第13話

 チーム竜王は土日の昼三時に、小海の部屋に集合することにした。



 平日、卓はシフトの予定表に土日の希望を書き、バックヤードから夕方の惣菜を陳列しに店内に出る。

 しばらく作業をしていると、レジの応援要請が店内放送されて店長が卓の肩を叩いた。


「もうできるよね? 応援行ってくれる。いますぐ」


「わかりました」


 とりあえず、手に持っている唐揚げパックだけ並べて、台車を元に戻しレジに向かうと、長蛇の列ができている。

 レジの開設だけしてもらい、卓は初めてレジに立った。


 緊張してバーコードを通す手が震え、声も釣銭受けのカルトンも震えた。

 野菜の番号や値引きのボタンは、以前店長が教えたことをはっきりと覚えていたので、スムーズにいく。


 初めてのお客さんに深々と頭を下げて、次のお客さんを見ると、その後ろには十数人が控えており、みな一様にそわそわしながら卓をちらりと見る。
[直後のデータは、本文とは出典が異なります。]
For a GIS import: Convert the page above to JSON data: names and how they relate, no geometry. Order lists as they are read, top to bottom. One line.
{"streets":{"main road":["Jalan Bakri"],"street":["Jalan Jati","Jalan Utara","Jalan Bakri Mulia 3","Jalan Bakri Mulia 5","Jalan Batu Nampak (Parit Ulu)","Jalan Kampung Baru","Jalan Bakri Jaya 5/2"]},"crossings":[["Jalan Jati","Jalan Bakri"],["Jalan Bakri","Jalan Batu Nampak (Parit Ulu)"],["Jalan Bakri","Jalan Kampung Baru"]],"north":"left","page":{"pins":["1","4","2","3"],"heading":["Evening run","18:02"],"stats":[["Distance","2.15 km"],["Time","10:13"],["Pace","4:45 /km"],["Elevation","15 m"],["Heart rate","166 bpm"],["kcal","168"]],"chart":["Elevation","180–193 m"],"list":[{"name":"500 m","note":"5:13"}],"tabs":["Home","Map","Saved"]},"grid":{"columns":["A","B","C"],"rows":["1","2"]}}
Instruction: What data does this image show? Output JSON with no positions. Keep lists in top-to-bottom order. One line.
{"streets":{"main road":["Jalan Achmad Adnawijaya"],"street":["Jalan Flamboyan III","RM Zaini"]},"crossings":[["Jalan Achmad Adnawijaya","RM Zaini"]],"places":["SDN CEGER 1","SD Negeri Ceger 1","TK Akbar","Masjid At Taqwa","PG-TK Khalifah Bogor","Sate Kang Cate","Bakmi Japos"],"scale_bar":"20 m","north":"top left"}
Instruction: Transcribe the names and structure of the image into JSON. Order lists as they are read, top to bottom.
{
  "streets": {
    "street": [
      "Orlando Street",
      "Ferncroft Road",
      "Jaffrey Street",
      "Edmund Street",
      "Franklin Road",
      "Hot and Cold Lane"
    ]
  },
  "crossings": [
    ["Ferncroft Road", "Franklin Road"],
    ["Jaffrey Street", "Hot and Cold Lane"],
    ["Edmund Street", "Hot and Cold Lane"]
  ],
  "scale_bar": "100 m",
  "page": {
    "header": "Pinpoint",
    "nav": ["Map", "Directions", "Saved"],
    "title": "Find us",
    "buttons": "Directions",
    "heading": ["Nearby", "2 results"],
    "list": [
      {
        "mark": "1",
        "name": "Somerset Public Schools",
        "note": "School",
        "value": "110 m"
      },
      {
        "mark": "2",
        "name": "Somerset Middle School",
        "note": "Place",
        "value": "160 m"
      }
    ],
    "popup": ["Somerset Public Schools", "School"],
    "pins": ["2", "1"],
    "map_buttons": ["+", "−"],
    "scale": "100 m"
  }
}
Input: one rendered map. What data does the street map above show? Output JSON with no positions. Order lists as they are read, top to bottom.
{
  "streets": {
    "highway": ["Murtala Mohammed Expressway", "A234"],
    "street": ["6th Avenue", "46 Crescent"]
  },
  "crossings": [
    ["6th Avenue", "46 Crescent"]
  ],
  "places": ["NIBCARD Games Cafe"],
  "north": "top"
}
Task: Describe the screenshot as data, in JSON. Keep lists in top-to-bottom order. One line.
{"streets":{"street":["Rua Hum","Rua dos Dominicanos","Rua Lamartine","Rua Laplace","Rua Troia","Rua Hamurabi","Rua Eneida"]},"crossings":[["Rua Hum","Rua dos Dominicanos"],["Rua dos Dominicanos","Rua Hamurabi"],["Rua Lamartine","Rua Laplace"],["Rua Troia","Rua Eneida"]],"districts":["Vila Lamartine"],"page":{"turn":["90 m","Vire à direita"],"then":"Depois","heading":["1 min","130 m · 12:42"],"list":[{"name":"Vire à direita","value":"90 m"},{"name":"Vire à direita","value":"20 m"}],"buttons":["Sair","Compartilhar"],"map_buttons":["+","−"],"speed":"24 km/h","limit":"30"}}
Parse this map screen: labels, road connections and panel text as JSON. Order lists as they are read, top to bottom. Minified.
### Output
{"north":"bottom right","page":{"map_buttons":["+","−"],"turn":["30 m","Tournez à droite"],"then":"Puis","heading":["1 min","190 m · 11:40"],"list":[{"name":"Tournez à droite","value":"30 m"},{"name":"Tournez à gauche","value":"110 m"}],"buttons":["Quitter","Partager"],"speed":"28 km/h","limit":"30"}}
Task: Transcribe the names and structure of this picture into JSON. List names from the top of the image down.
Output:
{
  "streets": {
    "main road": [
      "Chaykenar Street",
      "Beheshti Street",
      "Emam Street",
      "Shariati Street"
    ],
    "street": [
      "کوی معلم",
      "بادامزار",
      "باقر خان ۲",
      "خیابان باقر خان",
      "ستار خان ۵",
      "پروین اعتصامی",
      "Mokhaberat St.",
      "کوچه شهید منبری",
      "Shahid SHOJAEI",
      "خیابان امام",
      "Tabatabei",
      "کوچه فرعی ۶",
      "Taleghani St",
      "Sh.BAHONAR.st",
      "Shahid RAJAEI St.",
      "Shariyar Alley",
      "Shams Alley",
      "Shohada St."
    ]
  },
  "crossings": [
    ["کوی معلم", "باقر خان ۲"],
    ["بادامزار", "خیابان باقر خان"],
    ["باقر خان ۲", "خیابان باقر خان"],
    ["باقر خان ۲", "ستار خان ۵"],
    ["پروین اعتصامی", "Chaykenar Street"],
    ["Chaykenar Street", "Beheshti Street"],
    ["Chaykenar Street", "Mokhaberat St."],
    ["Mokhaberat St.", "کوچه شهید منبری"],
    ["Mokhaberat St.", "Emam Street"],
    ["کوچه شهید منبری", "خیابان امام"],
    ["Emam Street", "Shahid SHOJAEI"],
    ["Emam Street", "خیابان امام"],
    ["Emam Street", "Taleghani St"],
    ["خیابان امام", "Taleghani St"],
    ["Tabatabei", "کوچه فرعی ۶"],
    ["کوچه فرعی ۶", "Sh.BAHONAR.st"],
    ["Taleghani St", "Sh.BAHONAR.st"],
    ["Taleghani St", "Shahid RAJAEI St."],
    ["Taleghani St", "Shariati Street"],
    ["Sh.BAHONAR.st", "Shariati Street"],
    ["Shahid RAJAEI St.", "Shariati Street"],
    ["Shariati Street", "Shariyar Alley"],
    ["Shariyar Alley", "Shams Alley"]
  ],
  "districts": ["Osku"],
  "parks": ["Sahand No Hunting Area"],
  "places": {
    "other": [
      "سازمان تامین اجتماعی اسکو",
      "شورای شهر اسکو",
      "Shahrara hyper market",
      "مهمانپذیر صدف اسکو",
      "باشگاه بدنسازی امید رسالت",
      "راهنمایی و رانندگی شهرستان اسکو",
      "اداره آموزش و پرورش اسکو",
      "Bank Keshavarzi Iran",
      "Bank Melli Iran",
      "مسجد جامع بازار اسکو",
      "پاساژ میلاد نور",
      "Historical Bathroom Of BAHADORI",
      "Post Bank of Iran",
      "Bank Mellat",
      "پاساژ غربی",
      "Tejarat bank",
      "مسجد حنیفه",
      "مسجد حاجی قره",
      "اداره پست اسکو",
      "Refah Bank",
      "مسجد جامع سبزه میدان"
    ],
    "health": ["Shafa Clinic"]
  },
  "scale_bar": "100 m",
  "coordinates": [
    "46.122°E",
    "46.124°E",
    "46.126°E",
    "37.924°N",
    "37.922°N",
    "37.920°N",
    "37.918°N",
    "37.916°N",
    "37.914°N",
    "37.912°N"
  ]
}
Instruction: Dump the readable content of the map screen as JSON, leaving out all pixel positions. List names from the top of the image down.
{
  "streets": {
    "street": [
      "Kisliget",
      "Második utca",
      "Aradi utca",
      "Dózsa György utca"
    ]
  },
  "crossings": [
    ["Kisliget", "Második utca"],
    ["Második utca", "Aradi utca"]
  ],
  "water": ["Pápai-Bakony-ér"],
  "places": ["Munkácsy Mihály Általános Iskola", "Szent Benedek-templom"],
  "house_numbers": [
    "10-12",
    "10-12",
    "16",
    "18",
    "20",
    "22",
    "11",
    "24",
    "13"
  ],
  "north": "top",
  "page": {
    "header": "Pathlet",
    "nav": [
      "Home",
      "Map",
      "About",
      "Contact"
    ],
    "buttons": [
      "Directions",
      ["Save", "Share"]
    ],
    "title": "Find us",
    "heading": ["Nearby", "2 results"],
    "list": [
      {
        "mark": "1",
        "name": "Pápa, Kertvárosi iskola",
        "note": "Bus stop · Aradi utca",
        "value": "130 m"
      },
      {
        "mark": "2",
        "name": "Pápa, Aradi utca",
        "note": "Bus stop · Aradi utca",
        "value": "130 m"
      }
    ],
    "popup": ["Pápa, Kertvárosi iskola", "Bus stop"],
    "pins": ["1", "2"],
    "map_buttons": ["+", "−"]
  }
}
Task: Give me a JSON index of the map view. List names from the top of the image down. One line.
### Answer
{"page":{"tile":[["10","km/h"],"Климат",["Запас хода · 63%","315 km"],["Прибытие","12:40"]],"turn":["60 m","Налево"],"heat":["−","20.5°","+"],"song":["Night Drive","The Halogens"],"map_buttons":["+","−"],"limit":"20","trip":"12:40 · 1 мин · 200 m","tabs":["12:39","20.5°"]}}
パニックになりながらも、卓は慌てて商品を落とさないように慎重に会計を進めた。

 今まで接客のアルバイトをしたことがない卓は、自分を情けなくも思ったが、五人ほどこなすと少しずつ緊張が和らいできた。


 ひととおりレジを捌いて一息つくと背後から声がする。


「なにやってるの? レジでぼーっとしちゃだめ。早く陳列終わらせなさい」


 いつの間にかレジの後ろに店長がいる。どうやら卓はチェックされていたようだった。


「あ、すみません。レジをどうやって締めたらいいか分からなくて」


「いいわけしなくていいから。分かってるから」


 店長はテキパキとレジを閉めて、去っていった。卓は無意識にため息が漏れた。



 土曜日の三時、愛華が時間通りにやってきて小海の部屋でミーティングが始まった。


「今日は、チームのメンバーにステータスの割り振りをして登録したいと思う。事前に俺がステータスを振っておいた」


 卓は画面に選手のパラメーターの一覧を表示させた。


「おっさん。これ……8番のスタミナ最大じゃない! 他の選手が弱くなりすぎるでしょ」


「そう、相手のバランスを崩すため攻撃型ミッドフィルダーの8番は、突破口を作る役割を担っている。そのかわり、センターフォワードのスタミナはほとんどない。敵が近づく前にシュートすることが役割になるから、愛華ちゃんしっかり覚えておいてね」


「わかりました」


「……ふーん。ディフェンダーの背番号2以外は、比較的平均値だね」小海は画面をぼーっと見ているようだが、前監督の経験があるので、気づきが早い。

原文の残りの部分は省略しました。